Snow depletion curves (SDCs) are important in hydrological studies for predicting snowmelt generated runoff in high mountain catchments. The present study deals with the derivation of the average snow depletion pattern in the Mago basin of Arunachal Pradesh, which falls in the eastern Himalayan region and the generation of climate affected SDCs in future years (2020, 2030, 2040, and 2050) under different projected climatic scenarios. The MODIS daily snow cover product at 500m resolution from both the Aqua and Terra satellites was used to obtain daily snow cover maps. MOD10A1 and MYD10A1 images were compared to select cloud free or minimum cloud image to obtain the temporal distribution of snow cover area (SCA). Snow accumulation and depletion patterns were obtained by analysing SCA at different days. For most of the years, two peaks were observed in the SCA analysis. The conventional depletion curve (CDC) representing present climate was derived by determining and interpolating the SCA from cloud-free (cloud<5%) images for the selected hydrological year 2007. The investigation shows that the SCA was highest in February and lowest in May. Ten years meteorological data were used to normalize the temperature and precipitation data of the selected hydrological year (2007) to eliminate the impact of their yearly fluctuations on the snow cover depletion. The temperature and precipitation changes under four different projected climatic scenarios (A1B, A2, B1, and IPCC Commitment) were analysed for future years.

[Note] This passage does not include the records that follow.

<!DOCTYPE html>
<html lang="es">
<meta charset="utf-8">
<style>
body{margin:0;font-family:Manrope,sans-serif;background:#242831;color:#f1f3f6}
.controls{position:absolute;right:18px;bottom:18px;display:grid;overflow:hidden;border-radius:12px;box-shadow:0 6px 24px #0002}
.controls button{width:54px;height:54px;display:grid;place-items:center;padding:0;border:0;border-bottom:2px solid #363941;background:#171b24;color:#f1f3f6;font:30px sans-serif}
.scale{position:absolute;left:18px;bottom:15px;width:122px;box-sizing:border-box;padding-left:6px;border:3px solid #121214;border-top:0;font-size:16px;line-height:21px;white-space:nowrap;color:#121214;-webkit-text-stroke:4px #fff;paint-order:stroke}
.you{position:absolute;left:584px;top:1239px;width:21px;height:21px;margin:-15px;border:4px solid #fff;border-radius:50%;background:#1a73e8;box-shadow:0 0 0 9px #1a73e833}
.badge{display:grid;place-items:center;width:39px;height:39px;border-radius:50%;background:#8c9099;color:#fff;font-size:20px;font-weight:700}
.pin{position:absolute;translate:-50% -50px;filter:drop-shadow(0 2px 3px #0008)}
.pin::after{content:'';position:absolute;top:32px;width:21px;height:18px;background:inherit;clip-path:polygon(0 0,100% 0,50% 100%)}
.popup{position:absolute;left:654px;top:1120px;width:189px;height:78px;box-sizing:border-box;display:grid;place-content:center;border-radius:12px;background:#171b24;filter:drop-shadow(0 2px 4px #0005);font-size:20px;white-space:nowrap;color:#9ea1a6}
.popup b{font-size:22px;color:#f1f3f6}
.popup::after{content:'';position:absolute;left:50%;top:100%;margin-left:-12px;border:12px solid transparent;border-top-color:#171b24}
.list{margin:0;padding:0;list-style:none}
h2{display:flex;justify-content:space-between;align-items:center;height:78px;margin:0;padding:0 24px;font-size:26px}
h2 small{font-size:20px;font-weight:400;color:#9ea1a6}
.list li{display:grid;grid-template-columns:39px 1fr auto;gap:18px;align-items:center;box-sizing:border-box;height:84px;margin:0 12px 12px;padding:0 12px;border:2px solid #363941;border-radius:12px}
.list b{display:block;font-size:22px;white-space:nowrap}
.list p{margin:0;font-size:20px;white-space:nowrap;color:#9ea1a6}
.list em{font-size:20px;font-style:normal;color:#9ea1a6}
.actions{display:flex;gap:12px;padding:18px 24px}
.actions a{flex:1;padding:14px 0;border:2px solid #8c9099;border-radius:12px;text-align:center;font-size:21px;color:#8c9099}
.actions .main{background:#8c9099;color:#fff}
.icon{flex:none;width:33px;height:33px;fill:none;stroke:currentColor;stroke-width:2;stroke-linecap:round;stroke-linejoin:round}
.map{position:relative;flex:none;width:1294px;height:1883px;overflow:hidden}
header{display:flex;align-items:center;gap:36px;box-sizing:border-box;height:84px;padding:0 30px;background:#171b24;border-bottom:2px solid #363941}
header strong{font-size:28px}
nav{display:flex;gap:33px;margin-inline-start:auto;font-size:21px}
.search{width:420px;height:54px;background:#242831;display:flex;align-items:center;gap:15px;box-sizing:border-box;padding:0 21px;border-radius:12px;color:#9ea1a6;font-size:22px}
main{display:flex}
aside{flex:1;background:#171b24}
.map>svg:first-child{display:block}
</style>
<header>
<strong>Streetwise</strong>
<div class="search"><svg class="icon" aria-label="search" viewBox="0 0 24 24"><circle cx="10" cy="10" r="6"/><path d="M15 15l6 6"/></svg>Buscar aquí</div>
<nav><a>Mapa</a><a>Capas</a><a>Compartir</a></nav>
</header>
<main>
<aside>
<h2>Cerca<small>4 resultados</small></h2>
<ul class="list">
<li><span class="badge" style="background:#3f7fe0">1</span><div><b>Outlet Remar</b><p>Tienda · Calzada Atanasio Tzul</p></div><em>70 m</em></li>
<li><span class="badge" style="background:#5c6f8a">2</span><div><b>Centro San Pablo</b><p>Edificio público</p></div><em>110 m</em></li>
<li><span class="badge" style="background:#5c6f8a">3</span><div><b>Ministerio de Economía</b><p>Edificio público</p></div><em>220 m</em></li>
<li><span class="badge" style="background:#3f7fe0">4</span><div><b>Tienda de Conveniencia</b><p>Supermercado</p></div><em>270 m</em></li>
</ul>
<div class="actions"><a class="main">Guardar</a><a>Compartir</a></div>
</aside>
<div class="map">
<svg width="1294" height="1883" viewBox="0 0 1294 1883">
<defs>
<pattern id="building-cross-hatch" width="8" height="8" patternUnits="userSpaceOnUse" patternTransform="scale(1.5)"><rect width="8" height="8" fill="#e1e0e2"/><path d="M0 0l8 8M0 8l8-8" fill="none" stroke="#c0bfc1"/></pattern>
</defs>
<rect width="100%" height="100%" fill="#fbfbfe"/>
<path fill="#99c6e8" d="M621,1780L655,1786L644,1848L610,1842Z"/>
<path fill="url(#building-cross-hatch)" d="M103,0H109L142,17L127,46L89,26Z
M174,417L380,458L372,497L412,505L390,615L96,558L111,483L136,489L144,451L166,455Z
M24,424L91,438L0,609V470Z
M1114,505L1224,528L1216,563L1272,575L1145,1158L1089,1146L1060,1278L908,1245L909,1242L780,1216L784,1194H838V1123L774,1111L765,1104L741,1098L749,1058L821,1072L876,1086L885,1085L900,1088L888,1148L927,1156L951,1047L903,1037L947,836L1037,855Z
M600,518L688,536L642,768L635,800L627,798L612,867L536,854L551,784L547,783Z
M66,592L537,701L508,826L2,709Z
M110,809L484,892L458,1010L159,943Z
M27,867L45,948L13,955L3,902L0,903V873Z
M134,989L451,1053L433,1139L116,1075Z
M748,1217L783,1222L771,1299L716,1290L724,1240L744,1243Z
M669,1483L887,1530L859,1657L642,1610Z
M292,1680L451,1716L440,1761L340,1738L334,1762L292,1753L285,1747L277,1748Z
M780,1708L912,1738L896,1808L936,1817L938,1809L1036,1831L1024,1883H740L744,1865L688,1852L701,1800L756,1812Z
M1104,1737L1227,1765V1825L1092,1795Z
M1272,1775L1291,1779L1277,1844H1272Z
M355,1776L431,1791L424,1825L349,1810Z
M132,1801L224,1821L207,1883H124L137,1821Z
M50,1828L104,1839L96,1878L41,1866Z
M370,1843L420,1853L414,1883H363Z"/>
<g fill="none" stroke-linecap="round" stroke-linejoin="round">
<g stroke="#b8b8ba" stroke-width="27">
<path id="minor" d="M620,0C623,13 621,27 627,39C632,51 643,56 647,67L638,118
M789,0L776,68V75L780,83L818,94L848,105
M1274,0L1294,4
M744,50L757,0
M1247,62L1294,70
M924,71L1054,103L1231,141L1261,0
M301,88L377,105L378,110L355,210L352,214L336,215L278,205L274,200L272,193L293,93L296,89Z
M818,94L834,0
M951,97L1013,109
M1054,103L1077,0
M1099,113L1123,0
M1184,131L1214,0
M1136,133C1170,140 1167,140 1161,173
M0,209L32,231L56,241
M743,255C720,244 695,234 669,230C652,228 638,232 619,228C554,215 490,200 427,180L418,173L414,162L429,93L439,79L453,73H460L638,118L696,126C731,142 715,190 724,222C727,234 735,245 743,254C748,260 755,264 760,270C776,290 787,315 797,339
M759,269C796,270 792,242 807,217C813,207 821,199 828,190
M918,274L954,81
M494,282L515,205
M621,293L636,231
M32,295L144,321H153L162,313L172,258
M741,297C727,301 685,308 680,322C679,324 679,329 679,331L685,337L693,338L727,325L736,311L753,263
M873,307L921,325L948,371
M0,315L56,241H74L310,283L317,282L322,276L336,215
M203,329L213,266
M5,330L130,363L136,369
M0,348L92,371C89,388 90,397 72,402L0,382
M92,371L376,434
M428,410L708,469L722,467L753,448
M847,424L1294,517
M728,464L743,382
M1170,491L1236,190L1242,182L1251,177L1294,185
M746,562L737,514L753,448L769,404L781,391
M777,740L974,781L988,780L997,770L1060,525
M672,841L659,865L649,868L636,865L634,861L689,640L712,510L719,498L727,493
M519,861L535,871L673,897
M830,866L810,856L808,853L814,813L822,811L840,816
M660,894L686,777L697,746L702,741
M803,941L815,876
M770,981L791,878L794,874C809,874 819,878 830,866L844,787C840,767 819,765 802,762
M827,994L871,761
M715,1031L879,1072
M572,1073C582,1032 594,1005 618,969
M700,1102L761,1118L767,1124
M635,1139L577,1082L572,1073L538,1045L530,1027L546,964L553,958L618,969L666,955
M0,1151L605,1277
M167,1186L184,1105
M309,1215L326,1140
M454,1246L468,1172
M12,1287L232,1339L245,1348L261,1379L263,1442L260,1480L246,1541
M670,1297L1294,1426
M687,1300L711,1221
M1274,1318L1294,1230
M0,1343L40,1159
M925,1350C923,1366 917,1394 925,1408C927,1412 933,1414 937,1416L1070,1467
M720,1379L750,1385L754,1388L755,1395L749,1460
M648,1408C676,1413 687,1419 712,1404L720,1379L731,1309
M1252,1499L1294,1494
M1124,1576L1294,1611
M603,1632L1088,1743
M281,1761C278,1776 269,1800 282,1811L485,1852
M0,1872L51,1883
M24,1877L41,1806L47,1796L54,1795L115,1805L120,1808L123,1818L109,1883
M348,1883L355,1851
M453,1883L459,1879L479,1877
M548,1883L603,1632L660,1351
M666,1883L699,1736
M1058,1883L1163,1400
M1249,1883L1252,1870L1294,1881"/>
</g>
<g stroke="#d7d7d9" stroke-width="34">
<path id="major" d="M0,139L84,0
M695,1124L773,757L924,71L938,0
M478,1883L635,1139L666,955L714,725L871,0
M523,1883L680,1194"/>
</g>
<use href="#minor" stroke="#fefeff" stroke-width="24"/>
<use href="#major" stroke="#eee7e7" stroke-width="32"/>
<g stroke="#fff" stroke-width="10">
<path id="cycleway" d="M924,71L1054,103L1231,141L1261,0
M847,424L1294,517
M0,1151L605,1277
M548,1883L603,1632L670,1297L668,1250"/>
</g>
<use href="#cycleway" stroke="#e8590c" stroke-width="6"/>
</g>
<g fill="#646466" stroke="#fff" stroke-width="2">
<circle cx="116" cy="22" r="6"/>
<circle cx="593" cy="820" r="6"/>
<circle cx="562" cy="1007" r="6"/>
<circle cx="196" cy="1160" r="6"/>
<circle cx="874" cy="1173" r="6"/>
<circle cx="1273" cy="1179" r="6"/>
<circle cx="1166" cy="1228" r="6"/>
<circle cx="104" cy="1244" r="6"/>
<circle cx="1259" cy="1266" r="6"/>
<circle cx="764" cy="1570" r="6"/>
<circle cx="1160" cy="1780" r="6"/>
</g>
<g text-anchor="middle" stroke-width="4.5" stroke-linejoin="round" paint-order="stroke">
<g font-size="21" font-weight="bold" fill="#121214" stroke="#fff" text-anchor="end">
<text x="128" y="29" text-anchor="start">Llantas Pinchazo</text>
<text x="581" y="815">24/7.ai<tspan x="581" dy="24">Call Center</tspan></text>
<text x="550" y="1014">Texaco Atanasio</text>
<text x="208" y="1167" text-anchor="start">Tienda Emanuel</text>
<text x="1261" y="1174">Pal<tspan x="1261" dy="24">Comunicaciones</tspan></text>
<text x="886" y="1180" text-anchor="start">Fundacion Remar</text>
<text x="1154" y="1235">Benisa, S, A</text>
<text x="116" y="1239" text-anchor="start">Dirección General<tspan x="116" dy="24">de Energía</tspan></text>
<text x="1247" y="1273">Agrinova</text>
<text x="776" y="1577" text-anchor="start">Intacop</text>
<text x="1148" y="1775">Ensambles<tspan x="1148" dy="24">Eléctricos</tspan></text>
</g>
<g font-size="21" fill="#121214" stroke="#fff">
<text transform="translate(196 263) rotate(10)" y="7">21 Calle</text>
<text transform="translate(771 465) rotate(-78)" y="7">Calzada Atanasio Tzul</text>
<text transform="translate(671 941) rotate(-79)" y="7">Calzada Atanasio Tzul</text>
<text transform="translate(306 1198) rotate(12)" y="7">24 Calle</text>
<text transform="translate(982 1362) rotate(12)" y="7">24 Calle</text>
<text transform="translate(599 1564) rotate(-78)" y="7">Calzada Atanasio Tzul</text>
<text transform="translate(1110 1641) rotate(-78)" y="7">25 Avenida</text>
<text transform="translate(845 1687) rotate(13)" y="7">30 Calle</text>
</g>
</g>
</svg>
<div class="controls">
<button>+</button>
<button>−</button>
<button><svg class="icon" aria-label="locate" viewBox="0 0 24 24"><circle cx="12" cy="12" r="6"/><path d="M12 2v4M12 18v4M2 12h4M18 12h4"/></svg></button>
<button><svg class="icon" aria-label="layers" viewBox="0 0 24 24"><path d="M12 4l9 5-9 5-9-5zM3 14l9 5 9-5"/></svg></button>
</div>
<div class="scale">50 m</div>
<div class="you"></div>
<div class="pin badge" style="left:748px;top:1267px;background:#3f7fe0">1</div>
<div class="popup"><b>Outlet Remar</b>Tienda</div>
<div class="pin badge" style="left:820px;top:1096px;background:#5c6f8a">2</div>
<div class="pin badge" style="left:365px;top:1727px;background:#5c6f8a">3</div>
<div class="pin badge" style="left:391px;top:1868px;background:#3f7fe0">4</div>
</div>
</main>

Changes in the cumulative snowmelt depth with respect to the present climate for different future years were studied by a degree-day approach and were found to be highest under A1B, followed by A2, B1, and IPCC Commitment scenarios. It was observed that the A1B climatic scenario affected the depletion pattern most, making the depletion of snow to start and complete faster than under different scenarios. Advancing of depletion curve for different future years was found to be highest under A1B and lowest under IPCC Commitment scenarios with A2 and B1 in-between them.